## WORK TO BE COMPLETED
Would you copy out each line of the records below that includes the word "function"?

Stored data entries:
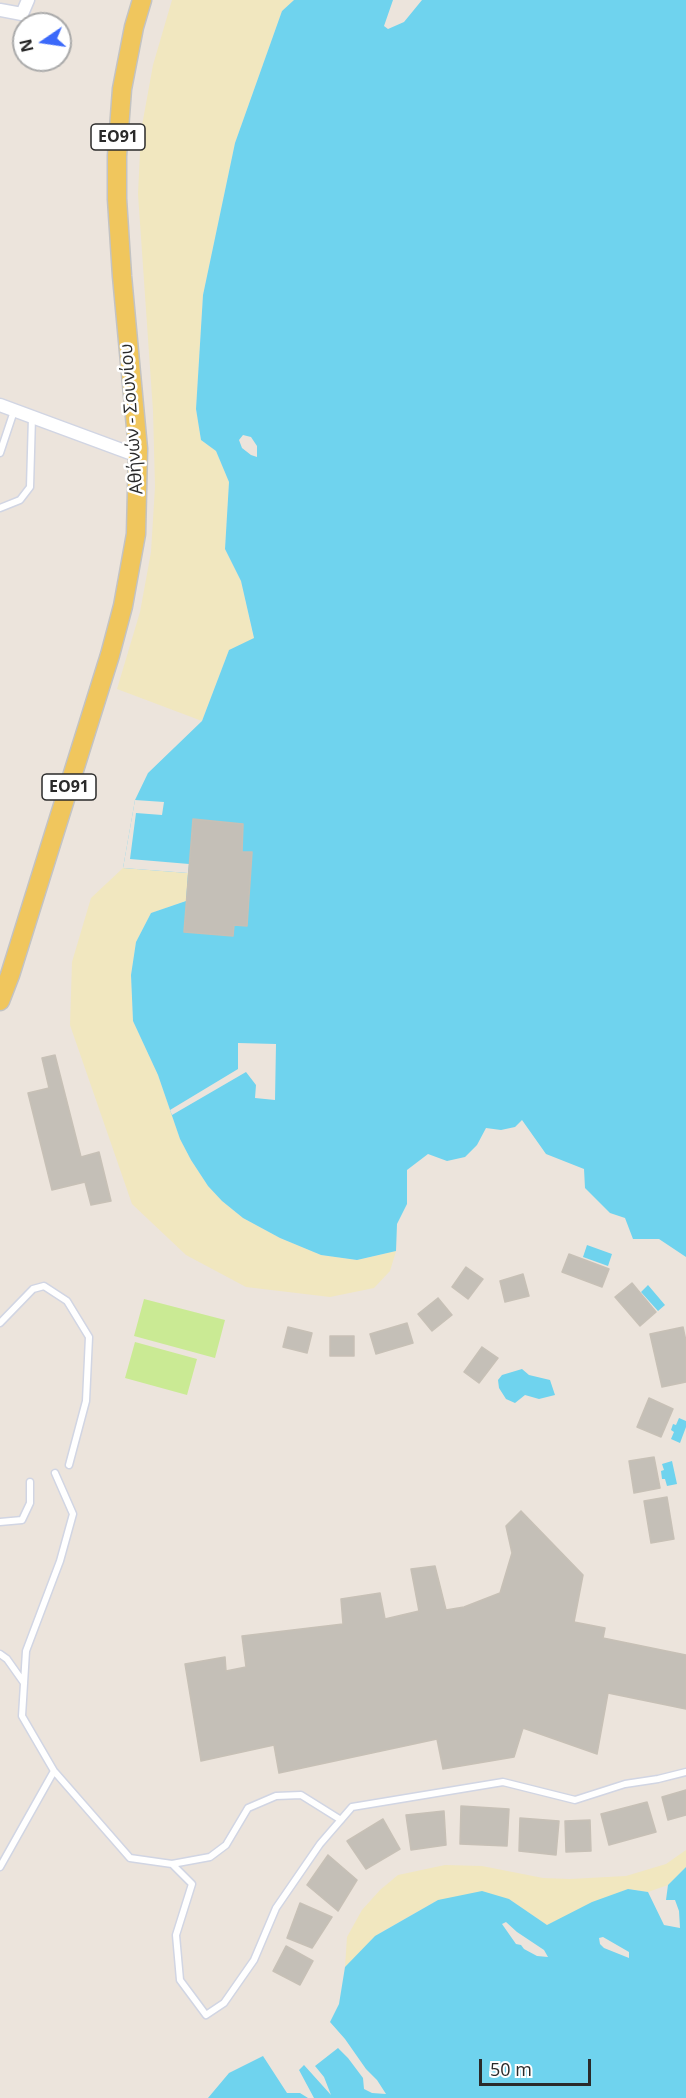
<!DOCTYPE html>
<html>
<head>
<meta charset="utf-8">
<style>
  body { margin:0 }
  #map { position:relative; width:686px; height:2098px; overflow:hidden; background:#ece4dc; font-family:"Open Sans",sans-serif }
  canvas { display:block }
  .north { position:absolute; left:12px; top:12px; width:60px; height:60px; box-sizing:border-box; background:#fff; border:2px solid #aaa; border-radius:50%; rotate:257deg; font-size:16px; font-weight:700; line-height:24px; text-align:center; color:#2a2a2a }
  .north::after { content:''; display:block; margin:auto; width:21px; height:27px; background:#3b69fa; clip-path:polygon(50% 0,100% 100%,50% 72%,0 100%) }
  .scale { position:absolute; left:479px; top:2059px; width:112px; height:27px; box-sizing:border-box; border:3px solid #2a2a2a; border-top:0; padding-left:8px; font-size:18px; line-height:21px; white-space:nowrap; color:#2a2a2a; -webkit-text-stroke:4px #fff; paint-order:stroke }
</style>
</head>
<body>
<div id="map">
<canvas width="686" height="2098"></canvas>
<div class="north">N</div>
<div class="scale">50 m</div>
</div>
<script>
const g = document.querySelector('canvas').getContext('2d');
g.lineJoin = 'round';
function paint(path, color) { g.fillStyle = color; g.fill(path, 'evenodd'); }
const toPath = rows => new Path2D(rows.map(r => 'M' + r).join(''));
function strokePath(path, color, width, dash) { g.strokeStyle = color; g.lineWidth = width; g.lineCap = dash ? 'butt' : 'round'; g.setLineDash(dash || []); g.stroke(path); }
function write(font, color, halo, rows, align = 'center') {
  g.font = font + ' "Open Sans",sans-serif'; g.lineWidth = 5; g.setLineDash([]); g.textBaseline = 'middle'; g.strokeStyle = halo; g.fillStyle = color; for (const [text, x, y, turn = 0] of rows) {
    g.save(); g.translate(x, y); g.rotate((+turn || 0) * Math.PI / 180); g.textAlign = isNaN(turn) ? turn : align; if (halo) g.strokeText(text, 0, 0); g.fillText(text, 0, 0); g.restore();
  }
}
paint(toPath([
  [172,0,294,0,282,11,235,143,203,295,196,409,201,440,216,451,229,482,225,549,241,581,254,639,229,650,202,721,117,689,140,612,151,552,155,487,153,411,138,194,141,131,153,65],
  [123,868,188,873,186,901,151,913,136,942,131,975,133,1021,158,1075,180,1139,191,1160,208,1186,222,1201,243,1218,280,1238,321,1255,357,1260,396,1251,390,1271,374,1288,330,1297,246,1287,186,1255,132,1204,70,1025,72,962,91,898],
  [686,1850,686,1867,668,1885,648,1892,628,1889,547,1925,509,1899,438,1900,380,1933,345,1967,347,1937,362,1910,380,1890,398,1875,445,1865,482,1866,543,1878,570,1879,626,1876,666,1864]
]), '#f1e7bf');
paint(toPath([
  [144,1299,225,1320,215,1358,134,1336],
  [135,1342,197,1359,187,1395,125,1378]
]), '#caea94');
paint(toPath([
  [294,0,393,0,384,26,388,29,404,22,422,0,686,0,686,1257,659,1239,633,1239,625,1218,610,1213,585,1188,584,1169,546,1154,522,1120,515,1127,501,1130,486,1128,477,1145,465,1157,447,1161,428,1154,407,1170,407,1204,397,1224,396,1251,357,1260,321,1255,280,1238,243,1218,222,1201,208,1186,191,1160,180,1139,158,1075,133,1021,131,975,136,942,151,913,186,901,188,873,123,868,135,800,148,773,202,721,229,650,254,638,241,581,225,549,229,482,216,451,201,440,196,409,203,295,235,143,282,11],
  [243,435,251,437,257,446,257,457,251,455,242,448,239,440],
  [587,1245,612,1254,608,1266,583,1257],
  [648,1285,665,1305,658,1311,641,1292],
  [522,1369,529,1375,550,1380,555,1395,539,1399,525,1395,515,1403,506,1399,499,1388,498,1380,502,1375],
  [679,1418,686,1421,686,1427,680,1443,671,1439,674,1432,671,1430,673,1424,676,1425],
  [672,1461,677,1484,667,1486,665,1479,662,1479,661,1471,664,1470,662,1464],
  [686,1867,686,2098,314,2098,299,2070,304,2065,331,2095,324,2077,315,2066,338,2048,348,2058,363,2078,364,2089,372,2093,386,2094,377,2080,366,2069,345,2039,330,2022,339,2004,345,1967,375,1936,438,1900,482,1891,509,1899,547,1925,592,1902,628,1889,648,1892,664,1925,680,1928,679,1911,675,1900,666,1900,668,1885],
  [506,1922,517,1932,544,1950,548,1957,537,1956,524,1949,521,1945,516,1944,502,1924],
  [603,1937,629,1952,629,1958,604,1948,600,1944,599,1938],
  [263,2056,287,2093,300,2093,308,2098,208,2098,229,2073]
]), '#6fd3ee');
paint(toPath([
  [135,800,164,802,162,815,136,813,130,859,189,864,188,873,123,868],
  [238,1043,276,1044,275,1100,255,1098,256,1085,246,1072,172,1115,170,1110,238,1069]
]), '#ece4dc');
const building = toPath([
  [193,819,243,824,242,852,252,852,247,926,234,925,233,936,184,932,193,819],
  [55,1055,81,1157,99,1152,111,1201,91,1205,85,1182,52,1190,28,1093,49,1088,42,1058,55,1055],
  [569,1254,609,1269,602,1287,562,1272,569,1254],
  [466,1267,483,1279,468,1299,452,1287,466,1267],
  [523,1274,529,1296,505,1302,500,1281,523,1274],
  [632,1283,656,1312,640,1326,615,1297,632,1283],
  [438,1298,452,1315,432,1331,418,1314,438,1298],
  [407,1323,413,1343,376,1354,370,1334,407,1323],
  [288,1327,312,1333,307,1353,283,1347,288,1327],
  [683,1327,686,1341,686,1382,662,1387,650,1334,683,1327],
  [330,1336,354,1336,354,1356,330,1356,330,1336],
  [482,1347,498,1358,479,1383,464,1372,482,1347],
  [649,1398,673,1409,661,1437,637,1427,649,1398],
  [654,1457,660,1488,634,1493,629,1461,654,1457],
  [667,1497,674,1539,651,1543,644,1501,667,1497],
  [521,1511,583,1575,574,1622,605,1628,603,1638,686,1655,686,1709,608,1693,597,1754,523,1728,514,1757,443,1769,437,1739,279,1773,274,1745,201,1761,185,1664,225,1657,226,1671,246,1667,242,1636,343,1624,341,1599,380,1593,385,1619,419,1611,411,1569,435,1566,446,1610,464,1607,500,1593,512,1553,506,1526,521,1511],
  [686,1790,686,1815,668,1820,662,1797,686,1790],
  [647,1802,656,1832,609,1845,601,1814,647,1802],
  [461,1806,509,1809,507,1846,460,1844,461,1806],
  [444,1811,446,1845,411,1850,406,1815,444,1811],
  [520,1818,559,1821,556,1855,519,1851,520,1818],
  [383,1819,400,1849,366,1869,347,1841,383,1819],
  [590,1820,591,1851,566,1852,565,1821,590,1820],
  [328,1855,357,1880,338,1911,307,1885,328,1855],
  [300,1903,332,1917,312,1948,287,1938,300,1903],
  [286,1946,313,1961,300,1985,273,1971,286,1946]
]);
paint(building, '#c4bfb7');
strokePath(building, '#c7c0b6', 1.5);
const service = toPath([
  [0,453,14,411],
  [0,508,20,500,30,487,32,417],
  [0,1323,33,1289,44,1286,67,1301,89,1337,86,1401,69,1465],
  [55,1473,73,1514,60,1561,26,1651,22,1716,54,1771,130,1858,172,1864,192,1884,176,1935,180,1980,206,2015,224,2003,254,1960,276,1908,320,1844,352,1807,503,1782,575,1800,625,1784,658,1779,686,1772],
  [0,1522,22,1520,30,1503,30,1482],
  [0,1654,7,1659,24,1683],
  [172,1864,210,1857,226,1845,248,1808,276,1796,301,1795,341,1820],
  [0,1867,54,1771]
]);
const minor = toPath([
  [0,10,22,14,28,0],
  [0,405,138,456]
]);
const primary = toPath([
  [0,1001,10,975,110,655,123,606,136,534,138,449,122,276,117,199,117,156,122,89,134,27,142,0]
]);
strokePath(service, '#d1d5e3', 9);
strokePath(minor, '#d1d5e3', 15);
strokePath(primary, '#c3c3c3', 21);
strokePath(service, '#fff', 6);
strokePath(minor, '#fff', 12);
strokePath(primary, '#f0c65d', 18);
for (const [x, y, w] of [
  [118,137,54],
  [69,787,54]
]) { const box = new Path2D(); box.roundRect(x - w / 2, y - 13, w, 26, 4.5); g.fillStyle = '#fff'; g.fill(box); strokePath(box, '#2a2a2a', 1.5); }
write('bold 16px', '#2a2a2a', null, [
  ["ΕΟ91",118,137],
  ["ΕΟ91",69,787]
]);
write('18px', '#2a2a2a', '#fff', [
  ["Αθήνών - Σουνίου",132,419,-94]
]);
</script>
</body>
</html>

## RESULT
function paint(path, color) { g.fillStyle = color; g.fill(path, 'evenodd'); }
function strokePath(path, color, width, dash) { g.strokeStyle = color; g.lineWidth = width; g.lineCap = dash ? 'butt' : 'round'; g.setLineDash(dash || []); g.stroke(path); }
function write(font, color, halo, rows, align = 'center') {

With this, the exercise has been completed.